この映画は、1915年の「第二時代」のクー・クラックス・クラン再結成に影響を与えたと広く指摘されています。劇中の美化されたKKK像は、同組織の勧誘や公的正当化に利用され、実際に宣伝材料として用いられた記録もあります。1915年には本作がホワイトハウスで上映されたとの記録が残りますが、ウィルソン大統領の映画に対する発言や評価については歴史家の間で解釈が分かれています。

検閲と上映禁止

公開に際して、複数の都市や劇場が市民の抗議や自治体の判断により上映を取りやめました。検閲当局や自治体の判断基準は多岐にわたり、表現の自由と公共秩序・人権との間で論争が生じました。この経緯は20世紀初頭における映画と社会的価値観の衝突を示す代表例となっています。

評価と遺産

映画史の観点から見ると、グリフィスの技術的・物語的貢献は重要視される一方、本作の人種差別的な内容は倫理的・社会的に厳しく批判されています。そのため、現代では作品を単純に称揚することはなく、映画史的意義と問題点の両面を明確にした形で扱われることが一般的です。保存・修復されたフィルムは映画アーカイブに残り、歴史研究や教育目的で断片的に上映・検討されますが、多くの場合、当時の人種差別的背景についての解説や注意書きが付されます。

現代の見方

現在では『國民の創生』は、映画史上の里程標であると同時に、表現がもたらす社会的影響を考える上での警鐘として位置づけられています。視覚的・技術的成果を学ぶ一方で、人種や歴史の描き方が現実社会に及ぼす害を批判的に検証する教材として扱われることが多く、単独での評価ではなく文脈的な読み解きが求められます。

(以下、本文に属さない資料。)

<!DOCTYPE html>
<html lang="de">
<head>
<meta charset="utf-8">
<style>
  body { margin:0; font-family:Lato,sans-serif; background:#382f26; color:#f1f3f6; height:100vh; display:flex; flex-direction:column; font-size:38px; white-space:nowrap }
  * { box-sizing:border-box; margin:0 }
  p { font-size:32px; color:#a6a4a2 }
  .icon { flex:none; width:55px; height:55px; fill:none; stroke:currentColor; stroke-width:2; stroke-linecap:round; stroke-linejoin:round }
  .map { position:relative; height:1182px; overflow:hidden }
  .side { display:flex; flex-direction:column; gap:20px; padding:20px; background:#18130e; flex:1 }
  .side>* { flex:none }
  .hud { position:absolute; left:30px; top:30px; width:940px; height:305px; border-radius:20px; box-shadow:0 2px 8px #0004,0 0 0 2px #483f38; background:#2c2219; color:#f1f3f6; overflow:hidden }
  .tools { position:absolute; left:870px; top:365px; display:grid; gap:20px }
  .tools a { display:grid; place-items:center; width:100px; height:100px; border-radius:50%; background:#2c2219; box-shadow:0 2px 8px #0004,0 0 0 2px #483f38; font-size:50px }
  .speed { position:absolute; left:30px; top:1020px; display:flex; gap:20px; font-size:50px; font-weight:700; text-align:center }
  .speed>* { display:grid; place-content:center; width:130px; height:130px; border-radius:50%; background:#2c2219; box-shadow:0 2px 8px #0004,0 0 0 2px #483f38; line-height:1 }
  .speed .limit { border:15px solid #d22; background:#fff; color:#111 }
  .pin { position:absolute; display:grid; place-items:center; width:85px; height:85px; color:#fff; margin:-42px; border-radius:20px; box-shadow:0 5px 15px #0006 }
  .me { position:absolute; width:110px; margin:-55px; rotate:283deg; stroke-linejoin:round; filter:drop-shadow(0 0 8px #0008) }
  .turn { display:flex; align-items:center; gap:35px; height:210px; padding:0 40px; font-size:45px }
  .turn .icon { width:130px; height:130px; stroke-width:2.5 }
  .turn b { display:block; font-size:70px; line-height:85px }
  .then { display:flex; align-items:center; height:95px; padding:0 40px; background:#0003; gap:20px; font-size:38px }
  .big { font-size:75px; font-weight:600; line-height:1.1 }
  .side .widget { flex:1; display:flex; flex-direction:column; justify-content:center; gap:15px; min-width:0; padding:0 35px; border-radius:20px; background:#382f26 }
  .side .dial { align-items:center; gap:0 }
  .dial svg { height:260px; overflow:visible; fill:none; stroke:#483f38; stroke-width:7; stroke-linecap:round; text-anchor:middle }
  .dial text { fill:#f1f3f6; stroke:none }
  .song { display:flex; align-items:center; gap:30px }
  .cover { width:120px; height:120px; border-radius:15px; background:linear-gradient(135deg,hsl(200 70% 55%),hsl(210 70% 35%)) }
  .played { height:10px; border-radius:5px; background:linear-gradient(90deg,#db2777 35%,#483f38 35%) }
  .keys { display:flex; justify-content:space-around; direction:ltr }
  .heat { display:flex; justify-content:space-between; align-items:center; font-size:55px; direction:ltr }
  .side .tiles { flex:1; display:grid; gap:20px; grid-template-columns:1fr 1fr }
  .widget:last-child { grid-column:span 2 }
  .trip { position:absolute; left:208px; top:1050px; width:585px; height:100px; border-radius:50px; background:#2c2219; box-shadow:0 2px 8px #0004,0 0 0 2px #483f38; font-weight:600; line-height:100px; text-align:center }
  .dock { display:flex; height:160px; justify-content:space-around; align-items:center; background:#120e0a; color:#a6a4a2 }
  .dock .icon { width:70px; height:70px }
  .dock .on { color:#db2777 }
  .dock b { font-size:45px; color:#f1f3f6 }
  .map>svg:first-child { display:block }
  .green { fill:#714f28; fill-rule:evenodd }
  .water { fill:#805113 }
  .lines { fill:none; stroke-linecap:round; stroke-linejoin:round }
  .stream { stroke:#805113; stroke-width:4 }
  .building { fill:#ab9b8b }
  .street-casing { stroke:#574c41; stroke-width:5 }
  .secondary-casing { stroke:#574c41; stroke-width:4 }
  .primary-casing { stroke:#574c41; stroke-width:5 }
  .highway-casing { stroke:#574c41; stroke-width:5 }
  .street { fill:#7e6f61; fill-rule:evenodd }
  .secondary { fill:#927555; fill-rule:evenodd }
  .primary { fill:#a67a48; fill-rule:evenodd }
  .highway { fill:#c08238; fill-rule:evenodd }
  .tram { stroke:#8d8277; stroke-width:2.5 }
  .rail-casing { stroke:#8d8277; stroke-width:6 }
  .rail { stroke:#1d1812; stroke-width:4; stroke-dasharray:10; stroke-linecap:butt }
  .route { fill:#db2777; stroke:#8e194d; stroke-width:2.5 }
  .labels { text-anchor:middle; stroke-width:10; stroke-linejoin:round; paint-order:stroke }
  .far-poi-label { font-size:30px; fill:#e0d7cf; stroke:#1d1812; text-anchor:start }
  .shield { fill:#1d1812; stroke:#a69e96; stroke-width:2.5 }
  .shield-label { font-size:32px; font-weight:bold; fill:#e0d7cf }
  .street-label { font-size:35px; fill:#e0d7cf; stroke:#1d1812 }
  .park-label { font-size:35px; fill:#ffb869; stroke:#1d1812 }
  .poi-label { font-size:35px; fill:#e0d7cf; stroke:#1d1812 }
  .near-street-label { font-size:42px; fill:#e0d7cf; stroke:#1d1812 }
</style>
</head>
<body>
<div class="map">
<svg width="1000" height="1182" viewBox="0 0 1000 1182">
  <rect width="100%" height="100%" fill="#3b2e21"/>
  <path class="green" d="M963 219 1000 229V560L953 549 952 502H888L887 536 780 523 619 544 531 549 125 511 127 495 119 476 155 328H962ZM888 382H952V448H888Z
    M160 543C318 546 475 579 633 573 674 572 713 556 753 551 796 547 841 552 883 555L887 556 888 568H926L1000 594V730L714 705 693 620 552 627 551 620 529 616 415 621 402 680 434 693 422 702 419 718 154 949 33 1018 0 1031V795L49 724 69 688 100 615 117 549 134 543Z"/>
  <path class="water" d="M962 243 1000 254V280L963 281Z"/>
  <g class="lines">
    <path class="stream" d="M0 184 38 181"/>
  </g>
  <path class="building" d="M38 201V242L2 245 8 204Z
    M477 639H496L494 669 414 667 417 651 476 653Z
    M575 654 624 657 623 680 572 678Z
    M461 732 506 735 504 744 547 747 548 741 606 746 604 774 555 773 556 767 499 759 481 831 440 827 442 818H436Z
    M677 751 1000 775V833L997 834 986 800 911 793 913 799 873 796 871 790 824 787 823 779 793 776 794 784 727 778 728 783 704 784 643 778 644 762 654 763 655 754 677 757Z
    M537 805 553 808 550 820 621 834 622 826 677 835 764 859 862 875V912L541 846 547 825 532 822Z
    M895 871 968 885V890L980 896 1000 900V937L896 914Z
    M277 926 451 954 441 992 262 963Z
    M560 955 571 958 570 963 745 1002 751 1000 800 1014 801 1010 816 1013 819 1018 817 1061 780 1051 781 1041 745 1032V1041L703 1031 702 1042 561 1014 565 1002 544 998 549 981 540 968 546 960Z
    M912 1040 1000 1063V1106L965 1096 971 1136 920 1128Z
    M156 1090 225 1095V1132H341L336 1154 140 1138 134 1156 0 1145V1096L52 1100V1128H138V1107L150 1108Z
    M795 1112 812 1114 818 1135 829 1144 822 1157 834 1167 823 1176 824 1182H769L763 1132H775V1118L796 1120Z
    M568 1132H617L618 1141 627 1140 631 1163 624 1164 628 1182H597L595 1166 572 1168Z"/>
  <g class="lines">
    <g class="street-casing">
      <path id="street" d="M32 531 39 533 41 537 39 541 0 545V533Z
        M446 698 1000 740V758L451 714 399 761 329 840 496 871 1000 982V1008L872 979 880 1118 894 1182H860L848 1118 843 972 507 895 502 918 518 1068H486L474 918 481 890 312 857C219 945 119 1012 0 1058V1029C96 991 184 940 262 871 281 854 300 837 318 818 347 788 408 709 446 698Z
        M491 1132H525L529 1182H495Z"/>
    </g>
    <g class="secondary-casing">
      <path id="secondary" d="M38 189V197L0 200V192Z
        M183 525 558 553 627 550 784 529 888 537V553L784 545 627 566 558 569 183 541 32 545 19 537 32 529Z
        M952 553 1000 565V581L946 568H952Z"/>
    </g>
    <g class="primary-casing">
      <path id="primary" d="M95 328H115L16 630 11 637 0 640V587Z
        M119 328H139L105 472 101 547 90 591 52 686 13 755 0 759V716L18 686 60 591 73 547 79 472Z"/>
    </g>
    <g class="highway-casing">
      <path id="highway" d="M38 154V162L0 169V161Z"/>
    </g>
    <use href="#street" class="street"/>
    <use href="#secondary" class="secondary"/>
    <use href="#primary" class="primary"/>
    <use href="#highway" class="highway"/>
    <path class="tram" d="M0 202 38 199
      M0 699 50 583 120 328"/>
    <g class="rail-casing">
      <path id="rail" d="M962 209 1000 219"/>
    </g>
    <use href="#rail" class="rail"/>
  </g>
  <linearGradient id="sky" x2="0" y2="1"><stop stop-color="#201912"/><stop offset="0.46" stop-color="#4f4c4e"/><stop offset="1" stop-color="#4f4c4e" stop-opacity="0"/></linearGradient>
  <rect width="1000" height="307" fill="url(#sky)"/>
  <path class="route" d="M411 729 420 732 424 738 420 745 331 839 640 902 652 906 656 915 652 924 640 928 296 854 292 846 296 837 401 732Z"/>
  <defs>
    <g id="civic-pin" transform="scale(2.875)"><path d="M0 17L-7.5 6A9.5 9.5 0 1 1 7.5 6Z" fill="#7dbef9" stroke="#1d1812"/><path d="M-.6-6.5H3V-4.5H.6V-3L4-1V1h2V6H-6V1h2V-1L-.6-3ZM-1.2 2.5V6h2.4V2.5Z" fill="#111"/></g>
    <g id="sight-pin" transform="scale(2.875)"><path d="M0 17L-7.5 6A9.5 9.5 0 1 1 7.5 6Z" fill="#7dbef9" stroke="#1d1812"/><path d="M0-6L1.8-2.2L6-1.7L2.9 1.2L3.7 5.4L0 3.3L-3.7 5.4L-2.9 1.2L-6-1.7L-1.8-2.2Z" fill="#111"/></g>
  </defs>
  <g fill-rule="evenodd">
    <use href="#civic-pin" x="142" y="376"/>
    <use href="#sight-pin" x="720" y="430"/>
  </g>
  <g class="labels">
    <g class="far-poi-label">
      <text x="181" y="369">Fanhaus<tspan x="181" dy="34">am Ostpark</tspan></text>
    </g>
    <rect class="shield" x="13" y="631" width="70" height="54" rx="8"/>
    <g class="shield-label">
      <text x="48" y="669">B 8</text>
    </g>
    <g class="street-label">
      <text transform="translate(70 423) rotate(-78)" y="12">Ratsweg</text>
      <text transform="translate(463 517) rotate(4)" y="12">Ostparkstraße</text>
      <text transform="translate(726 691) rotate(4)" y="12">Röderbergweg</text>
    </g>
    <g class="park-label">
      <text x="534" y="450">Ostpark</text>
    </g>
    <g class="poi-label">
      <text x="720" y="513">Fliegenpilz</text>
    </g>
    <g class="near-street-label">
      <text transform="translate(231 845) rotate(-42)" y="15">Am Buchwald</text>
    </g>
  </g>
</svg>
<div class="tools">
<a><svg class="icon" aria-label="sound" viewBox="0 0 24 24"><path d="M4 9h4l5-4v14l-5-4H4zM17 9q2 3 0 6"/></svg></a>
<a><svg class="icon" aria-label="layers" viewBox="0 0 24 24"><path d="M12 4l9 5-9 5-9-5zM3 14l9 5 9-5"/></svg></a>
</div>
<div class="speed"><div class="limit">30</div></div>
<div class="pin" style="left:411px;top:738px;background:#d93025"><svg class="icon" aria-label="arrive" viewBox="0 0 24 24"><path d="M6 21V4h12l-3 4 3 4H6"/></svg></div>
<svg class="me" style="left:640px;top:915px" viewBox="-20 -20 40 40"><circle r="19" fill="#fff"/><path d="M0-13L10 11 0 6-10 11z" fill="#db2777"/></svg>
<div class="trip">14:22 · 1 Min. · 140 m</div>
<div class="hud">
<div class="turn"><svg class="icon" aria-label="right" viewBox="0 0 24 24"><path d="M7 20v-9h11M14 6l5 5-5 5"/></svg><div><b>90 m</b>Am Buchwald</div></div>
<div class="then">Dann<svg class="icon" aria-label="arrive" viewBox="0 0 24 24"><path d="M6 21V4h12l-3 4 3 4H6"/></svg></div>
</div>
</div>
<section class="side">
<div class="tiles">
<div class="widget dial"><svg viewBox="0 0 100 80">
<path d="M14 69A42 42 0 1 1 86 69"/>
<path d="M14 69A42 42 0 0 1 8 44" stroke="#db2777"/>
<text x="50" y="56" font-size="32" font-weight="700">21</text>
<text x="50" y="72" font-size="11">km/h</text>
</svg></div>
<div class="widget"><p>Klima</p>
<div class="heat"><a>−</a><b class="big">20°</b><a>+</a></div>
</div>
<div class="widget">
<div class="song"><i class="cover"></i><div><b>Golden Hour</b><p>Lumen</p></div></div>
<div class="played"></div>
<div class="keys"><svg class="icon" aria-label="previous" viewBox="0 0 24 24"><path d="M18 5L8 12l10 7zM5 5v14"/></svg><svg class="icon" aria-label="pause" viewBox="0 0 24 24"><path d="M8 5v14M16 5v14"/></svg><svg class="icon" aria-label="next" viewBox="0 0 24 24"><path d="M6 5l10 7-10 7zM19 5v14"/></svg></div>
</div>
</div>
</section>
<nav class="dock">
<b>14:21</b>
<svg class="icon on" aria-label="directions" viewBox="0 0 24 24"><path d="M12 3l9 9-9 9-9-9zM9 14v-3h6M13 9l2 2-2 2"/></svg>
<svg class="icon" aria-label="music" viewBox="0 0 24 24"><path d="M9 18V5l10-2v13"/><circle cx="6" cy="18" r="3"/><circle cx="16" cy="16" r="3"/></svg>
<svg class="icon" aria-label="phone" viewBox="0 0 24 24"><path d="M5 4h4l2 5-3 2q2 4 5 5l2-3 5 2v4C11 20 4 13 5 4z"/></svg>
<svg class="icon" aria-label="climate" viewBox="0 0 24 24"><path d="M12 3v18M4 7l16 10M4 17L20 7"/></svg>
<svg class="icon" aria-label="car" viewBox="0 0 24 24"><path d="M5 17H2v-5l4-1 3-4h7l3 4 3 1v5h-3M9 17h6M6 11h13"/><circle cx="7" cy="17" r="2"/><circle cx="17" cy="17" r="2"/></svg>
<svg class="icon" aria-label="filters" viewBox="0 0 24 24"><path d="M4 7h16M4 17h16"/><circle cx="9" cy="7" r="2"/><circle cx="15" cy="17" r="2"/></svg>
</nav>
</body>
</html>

まとめ:『國民の創生』(The Birth of a Nation)は映画技術の発展に寄与した一方で、人種差別的表現と政治的影響力により深刻な社会的論争を引き起こしました。その遺産は複雑であり、映像芸術としての功績と、社会に対する有害な影響の双方を併せて学び、批判的に評価することが重要です。